Non vi è architettura tradizionale di lunga durata che non rispetti questi criteri: il villaggio mediterraneo, l’isola oceanica […]

Sul finire della trattazione, Friedman riporta brevemente due esperienze professionali che ben condensano quanto affermato tra le pagine del libro:

Qualche tempo fa mi è stato chiesto di proporre il programma didattico di una nuova facoltà di ingegneria edile in un paese povero. Ho allora proposto di inserire nel programma le conoscenze trattate in questo libro: tecniche di comunicazione, tecniche delle costruzioni locali, tecniche di giardinaggio e agricoltura […]

Questo paese ha una delle più grandi bidonville del mondo e necessiterà sicuramente di formare i suoi architetti scalzi. Loro saranno i complementi indispensabili degli attuali architetti di formazione classica; le due professioni sono complementari (il loro pubblico è diverso), ma la facoltà di architetti scalzi dovrà formare in realtà da dieci a venti volte il numero degli studenti della facoltà attuale, visto l’incredibile numero di coloro che hanno bisogno d’aiuto.

Una vecchia ruota di un carro

Riguardo la seconda esperienza, l’autore scrive:

Sempre lo stesso paese ha chiesto un sostegno tecnico internazionale, che solitamente arriva dai paesi industrializzati. Questa volta, su mia proposta, è stato fatto il tentativo inverso: alcuni paesi delle regioni vicine (ancora meno industrializzati, ma che hanno conservato meglio le conoscenze tradizionali) forniscono l’aiuto tecnico di base, inviando semplici artigiani, altamente specializzati perché sanno costruire con il fango seccato, realizzare sistemi di raccolta delle acque e coltivare terra (e giardini).
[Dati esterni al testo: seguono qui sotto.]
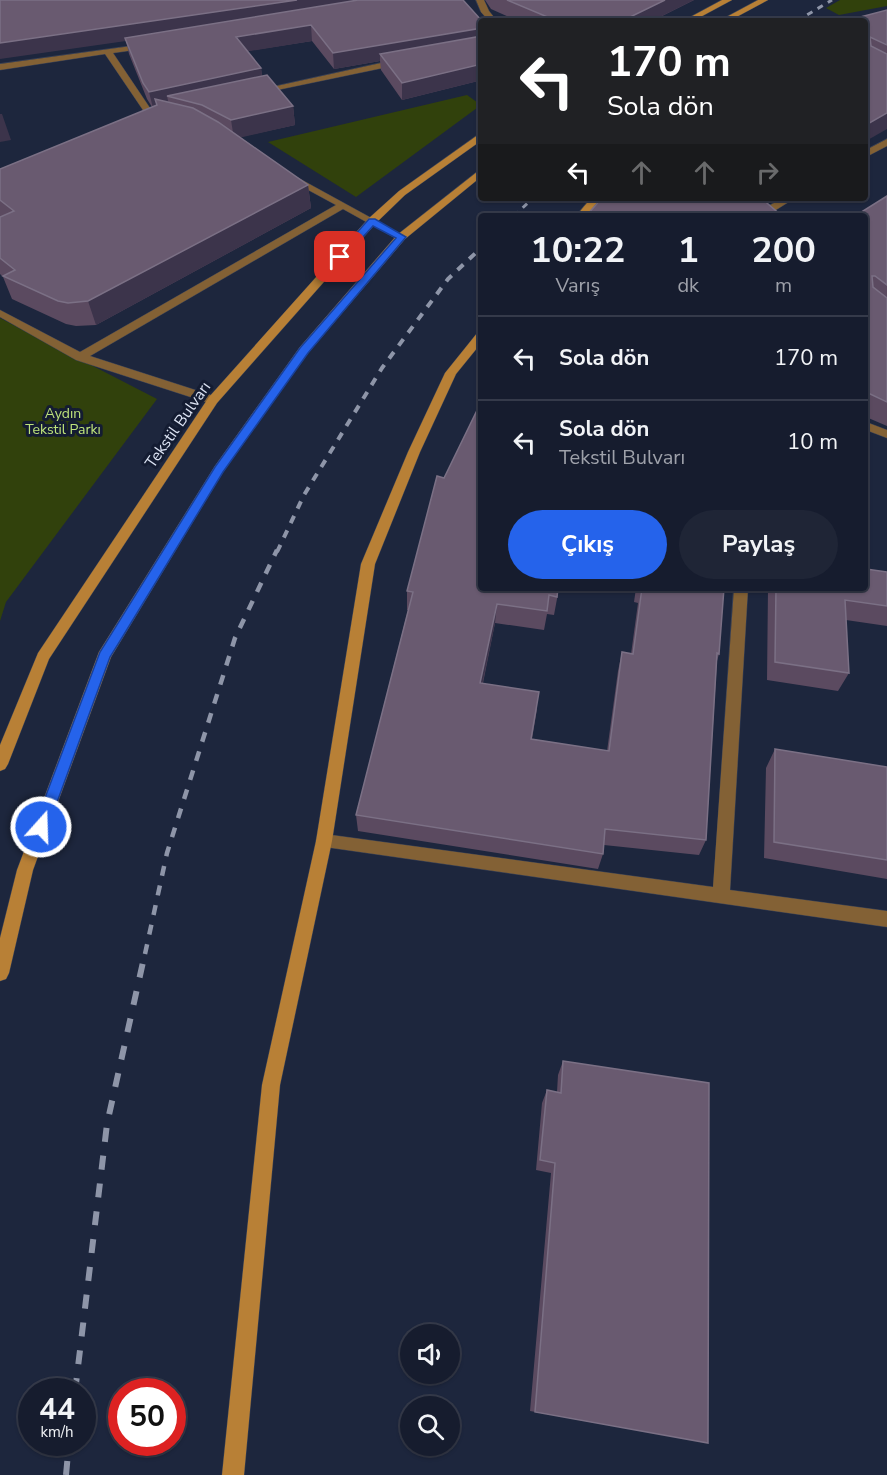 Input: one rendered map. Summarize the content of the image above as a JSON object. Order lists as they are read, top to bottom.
{
  "streets": {
    "main road": ["Tekstil Bulvarı"]
  },
  "parks": ["Aydın Tekstil Parkı"],
  "page": {
    "turn": ["170 m", "Sola dön"],
    "eta": [
      "10:22",
      "Varış",
      "1",
      "dk",
      "200",
      "m"
    ],
    "list": [
      {
        "name": "Sola dön",
        "value": "170 m"
      },
      {
        "name": "Sola dön",
        "note": "Tekstil Bulvarı",
        "value": "10 m"
      }
    ],
    "buttons": ["Çıkış", "Paylaş"],
    "speed": "44 km/h",
    "limit": "50"
  }
}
[…] L’architettura di sopravvivenza si sta già realizzando.

Yona Friedman, per tutta la vita, ha narrato e teorizzato spunti e idee che derivavano da un rapporto diretto con «gli spazi di mondo e società» compartecipi dei suoi progetti.

Come direbbe Gilles Clément:

Di quell’epoca mi resta un enorme bottino. Questo accumulo aveva nell’anima un intero laboratorio. 

 

Il testo raccoglie repertorio fotografico proveniente dalle sale del Museo della civiltà contadina “Dino Bianco”, ospitato presso il Castello Caracciolo di Sammichele di Bari. Tale Istituzione raccoglie una delle più grandi collezioni italiane di oggetti e utensili appartenenti al mondo del lavoro artigianale, per un lasso di tempo che va dal XIX al XX secolo. È difatti nelle piccole realtà rurali che è possibile rintracciare, sino ai tempi più recenti, tracce di convivenza e mescolanza tra gli studi di settore e un sapere ‘manuale’ arcaico.

In copertina: courtesy of Giuseppe Negro, “Bread and diamonds”, 2019, pane, legno bruciato e pigmenti su tavola; cm 49x60x10.

Riferimenti bibliografici

G. Clément, Breve trattato sull’arte involontaria, Quodlibet, Roma 2019.
Y. Friedman, L’architettura di sopravvivenza. Una filosofia della povertà, Bollati Boringhieri, Torino 2003.
G. Ponti, Amate l’architettura. L’architettura è un cristallo, Rizzoli, Milano 2015.